» **Task to carry out**: A verbatim restatement of the data, free of pictures, is what you should output.

Stored records:

▼

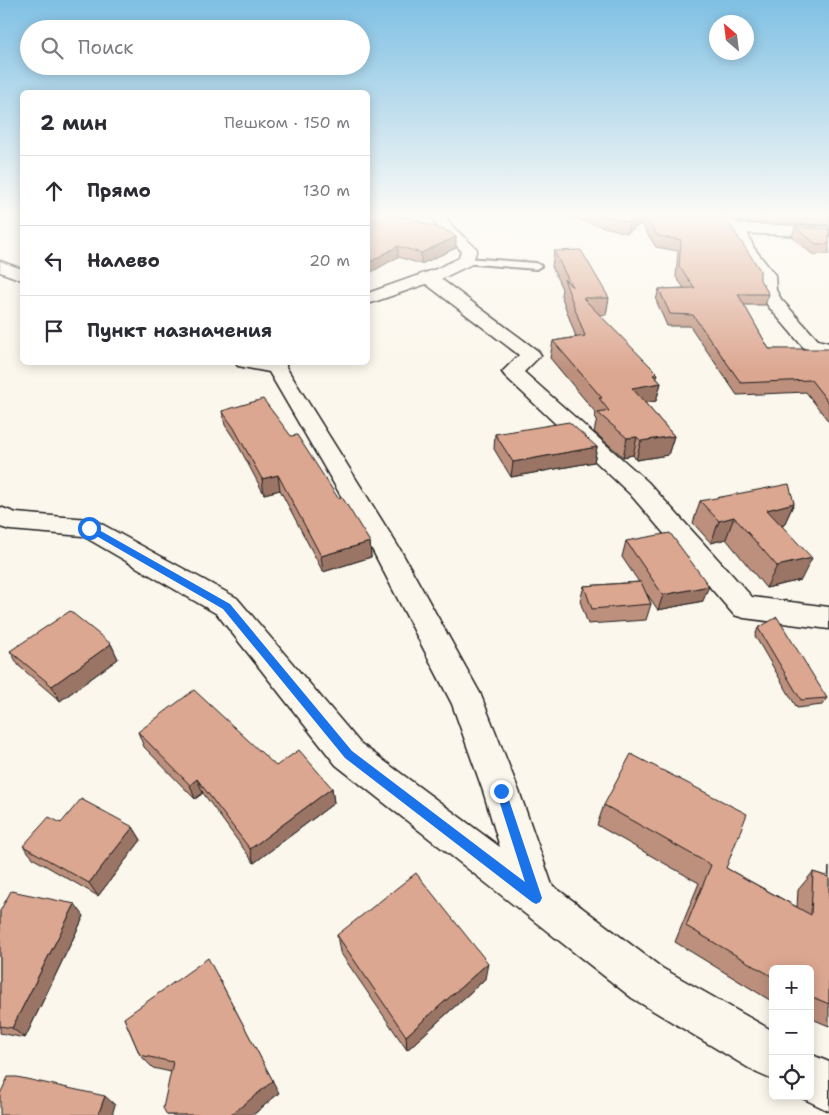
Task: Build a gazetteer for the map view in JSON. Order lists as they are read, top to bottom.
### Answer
{
  "north": "top left",
  "page": {
    "search": "Поиск",
    "heading": ["2 мин", "Пешком · 150 m"],
    "list": [
      ["Прямо", "130 m"],
      ["Налево", "20 m"],
      "Пункт назначения"
    ],
    "map_buttons": ["+", "−"]
  }
}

▲

» **Answer to this exercise**:
Task: Build a gazetteer for the map view in JSON. Order lists as they are read, top to bottom.
### Answer
{
  "north": "top left",
  "page": {
    "search": "Поиск",
    "heading": ["2 мин", "Пешком · 150 m"],
    "list": [
      ["Прямо", "130 m"],
      ["Налево", "20 m"],
      "Пункт назначения"
    ],
    "map_buttons": ["+", "−"]
  }
}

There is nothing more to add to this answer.